[Opening Material provided section]
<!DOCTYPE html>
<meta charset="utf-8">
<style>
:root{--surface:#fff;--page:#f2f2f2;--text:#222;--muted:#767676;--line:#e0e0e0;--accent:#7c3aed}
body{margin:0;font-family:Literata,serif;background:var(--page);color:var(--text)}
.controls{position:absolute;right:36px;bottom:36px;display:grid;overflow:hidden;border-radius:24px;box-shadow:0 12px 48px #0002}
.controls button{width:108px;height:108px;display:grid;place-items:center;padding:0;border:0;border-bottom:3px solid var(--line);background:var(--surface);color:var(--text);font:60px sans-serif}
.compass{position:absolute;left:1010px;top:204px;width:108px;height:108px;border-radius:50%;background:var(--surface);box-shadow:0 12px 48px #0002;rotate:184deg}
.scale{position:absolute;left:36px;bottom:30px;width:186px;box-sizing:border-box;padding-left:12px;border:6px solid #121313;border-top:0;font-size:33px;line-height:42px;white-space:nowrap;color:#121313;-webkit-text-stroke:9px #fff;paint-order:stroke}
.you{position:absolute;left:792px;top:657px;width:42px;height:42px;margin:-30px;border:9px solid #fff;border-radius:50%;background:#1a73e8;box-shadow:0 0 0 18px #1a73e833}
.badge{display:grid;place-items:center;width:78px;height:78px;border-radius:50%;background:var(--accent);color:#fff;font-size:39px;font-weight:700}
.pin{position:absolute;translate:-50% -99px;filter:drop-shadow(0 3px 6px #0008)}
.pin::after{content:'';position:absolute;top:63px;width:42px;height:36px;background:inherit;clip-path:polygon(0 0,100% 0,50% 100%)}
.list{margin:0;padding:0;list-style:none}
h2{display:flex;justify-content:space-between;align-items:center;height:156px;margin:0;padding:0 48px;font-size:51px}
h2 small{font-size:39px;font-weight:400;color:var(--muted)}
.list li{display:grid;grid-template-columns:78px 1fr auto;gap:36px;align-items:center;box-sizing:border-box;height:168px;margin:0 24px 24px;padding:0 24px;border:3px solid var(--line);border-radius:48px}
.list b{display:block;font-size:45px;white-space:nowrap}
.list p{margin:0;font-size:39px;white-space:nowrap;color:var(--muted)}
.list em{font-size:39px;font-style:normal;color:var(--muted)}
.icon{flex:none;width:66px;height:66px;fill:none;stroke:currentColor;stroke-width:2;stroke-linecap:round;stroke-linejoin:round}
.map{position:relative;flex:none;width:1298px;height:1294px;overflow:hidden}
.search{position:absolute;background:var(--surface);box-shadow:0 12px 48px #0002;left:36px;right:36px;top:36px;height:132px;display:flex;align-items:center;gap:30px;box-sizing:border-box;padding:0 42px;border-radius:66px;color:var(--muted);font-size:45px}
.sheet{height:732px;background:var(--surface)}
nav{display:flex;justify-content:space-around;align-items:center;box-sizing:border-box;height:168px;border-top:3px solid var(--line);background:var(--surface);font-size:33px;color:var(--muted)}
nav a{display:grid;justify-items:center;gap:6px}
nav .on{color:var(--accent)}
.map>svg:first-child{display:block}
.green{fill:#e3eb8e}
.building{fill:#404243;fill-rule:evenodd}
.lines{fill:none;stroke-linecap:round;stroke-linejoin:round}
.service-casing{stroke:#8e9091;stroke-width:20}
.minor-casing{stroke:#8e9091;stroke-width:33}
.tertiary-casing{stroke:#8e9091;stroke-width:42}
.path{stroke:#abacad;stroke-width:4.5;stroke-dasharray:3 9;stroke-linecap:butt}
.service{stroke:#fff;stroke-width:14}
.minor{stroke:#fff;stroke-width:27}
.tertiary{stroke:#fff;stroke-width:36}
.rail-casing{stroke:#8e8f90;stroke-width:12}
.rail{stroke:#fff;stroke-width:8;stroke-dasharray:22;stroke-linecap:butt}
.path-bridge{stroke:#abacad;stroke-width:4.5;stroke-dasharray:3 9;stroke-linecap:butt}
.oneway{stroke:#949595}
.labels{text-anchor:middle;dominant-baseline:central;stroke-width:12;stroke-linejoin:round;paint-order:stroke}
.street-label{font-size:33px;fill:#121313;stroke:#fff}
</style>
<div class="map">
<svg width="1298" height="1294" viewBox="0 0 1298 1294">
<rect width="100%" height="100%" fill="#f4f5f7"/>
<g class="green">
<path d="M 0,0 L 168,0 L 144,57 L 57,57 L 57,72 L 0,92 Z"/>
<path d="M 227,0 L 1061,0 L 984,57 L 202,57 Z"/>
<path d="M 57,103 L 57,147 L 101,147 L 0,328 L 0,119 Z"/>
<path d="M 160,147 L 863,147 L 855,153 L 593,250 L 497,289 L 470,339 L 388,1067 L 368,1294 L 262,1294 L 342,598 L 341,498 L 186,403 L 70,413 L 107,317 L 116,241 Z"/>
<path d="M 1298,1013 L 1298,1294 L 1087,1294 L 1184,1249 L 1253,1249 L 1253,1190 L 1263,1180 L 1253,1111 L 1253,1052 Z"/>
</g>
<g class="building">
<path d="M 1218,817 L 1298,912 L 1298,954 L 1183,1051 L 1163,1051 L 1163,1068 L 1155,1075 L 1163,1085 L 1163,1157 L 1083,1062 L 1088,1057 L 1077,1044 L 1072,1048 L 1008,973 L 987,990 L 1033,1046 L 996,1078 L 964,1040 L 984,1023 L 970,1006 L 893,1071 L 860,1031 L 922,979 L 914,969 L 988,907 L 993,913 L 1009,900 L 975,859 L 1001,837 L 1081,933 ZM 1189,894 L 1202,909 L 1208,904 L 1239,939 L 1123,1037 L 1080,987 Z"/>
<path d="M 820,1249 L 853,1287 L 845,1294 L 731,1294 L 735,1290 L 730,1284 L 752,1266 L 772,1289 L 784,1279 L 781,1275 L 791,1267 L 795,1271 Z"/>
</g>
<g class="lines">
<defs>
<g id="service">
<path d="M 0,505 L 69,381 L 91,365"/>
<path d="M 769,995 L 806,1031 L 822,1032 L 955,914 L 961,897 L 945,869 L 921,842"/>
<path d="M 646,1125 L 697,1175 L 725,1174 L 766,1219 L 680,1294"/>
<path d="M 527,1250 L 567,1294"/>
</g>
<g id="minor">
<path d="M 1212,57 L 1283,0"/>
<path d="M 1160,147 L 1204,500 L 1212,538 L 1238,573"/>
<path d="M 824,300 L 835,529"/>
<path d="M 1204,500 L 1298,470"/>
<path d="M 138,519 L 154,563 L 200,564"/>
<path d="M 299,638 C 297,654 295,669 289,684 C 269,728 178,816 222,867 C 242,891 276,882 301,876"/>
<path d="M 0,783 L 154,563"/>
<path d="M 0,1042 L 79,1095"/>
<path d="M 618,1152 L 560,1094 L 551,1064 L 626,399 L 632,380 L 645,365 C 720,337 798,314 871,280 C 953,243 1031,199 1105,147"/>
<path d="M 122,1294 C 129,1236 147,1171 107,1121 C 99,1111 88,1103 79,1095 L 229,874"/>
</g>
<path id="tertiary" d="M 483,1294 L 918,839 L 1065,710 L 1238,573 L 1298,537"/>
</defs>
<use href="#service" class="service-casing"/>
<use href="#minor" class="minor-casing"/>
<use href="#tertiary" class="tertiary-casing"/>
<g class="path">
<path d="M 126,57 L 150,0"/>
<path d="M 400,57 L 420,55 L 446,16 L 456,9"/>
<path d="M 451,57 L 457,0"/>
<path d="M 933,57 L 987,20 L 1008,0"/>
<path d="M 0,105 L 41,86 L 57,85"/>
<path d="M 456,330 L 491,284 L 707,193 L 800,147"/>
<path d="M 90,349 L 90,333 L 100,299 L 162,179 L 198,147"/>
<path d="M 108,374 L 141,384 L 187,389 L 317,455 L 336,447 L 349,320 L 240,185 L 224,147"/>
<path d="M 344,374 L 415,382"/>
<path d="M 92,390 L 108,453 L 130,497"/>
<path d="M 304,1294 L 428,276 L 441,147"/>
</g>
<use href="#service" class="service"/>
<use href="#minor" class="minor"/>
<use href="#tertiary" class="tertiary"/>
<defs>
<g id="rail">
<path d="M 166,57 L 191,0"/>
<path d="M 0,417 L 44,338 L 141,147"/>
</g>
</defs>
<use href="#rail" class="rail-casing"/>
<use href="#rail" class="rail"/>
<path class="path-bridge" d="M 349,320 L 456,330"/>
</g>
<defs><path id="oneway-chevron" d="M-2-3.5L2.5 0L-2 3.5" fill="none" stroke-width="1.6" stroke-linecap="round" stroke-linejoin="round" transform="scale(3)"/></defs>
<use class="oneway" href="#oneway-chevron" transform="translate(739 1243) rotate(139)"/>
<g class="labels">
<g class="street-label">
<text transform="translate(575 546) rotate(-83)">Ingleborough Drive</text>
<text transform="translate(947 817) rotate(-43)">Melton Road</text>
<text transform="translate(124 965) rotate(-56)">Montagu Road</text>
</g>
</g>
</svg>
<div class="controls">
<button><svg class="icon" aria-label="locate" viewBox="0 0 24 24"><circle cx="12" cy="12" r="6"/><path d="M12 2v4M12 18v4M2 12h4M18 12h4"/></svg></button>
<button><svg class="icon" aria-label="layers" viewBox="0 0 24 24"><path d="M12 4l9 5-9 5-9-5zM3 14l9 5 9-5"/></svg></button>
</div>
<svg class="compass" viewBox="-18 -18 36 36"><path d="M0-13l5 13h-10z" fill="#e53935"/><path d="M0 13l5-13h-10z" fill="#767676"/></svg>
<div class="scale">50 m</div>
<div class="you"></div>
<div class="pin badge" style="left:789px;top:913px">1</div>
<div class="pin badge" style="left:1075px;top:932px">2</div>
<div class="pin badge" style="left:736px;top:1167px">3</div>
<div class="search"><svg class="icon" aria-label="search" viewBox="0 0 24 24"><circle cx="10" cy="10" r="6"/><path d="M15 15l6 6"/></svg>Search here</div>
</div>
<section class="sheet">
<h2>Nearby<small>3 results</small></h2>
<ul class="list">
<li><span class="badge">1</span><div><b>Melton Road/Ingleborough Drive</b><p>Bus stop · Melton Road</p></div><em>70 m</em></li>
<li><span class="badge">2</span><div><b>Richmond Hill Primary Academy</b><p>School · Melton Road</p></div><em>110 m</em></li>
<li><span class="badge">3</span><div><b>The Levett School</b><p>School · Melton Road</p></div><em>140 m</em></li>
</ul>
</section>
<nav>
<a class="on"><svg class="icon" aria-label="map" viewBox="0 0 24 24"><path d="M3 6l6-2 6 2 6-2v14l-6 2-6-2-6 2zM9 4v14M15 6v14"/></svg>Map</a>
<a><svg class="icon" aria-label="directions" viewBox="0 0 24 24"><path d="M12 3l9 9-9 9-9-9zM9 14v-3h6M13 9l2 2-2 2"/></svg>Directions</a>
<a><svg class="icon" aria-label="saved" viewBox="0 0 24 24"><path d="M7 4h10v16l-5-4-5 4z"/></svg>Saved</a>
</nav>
[Closing Material provided section]
**Task brief:** Identify each line in the records above containing the word "items"; copy those lines.

**Answer to this exercise:**
.controls button{width:108px;height:108px;display:grid;place-items:center;padding:0;border:0;border-bottom:3px solid var(--line);background:var(--surface);color:var(--text);font:60px sans-serif}
.badge{display:grid;place-items:center;width:78px;height:78px;border-radius:50%;background:var(--accent);color:#fff;font-size:39px;font-weight:700}
h2{display:flex;justify-content:space-between;align-items:center;height:156px;margin:0;padding:0 48px;font-size:51px}
.list li{display:grid;grid-template-columns:78px 1fr auto;gap:36px;align-items:center;box-sizing:border-box;height:168px;margin:0 24px 24px;padding:0 24px;border:3px solid var(--line);border-radius:48px}
.search{position:absolute;background:var(--surface);box-shadow:0 12px 48px #0002;left:36px;right:36px;top:36px;height:132px;display:flex;align-items:center;gap:30px;box-sizing:border-box;padding:0 42px;border-radius:66px;color:var(--muted);font-size:45px}
nav{display:flex;justify-content:space-around;align-items:center;box-sizing:border-box;height:168px;border-top:3px solid var(--line);background:var(--surface);font-size:33px;color:var(--muted)}
nav a{display:grid;justify-items:center;gap:6px}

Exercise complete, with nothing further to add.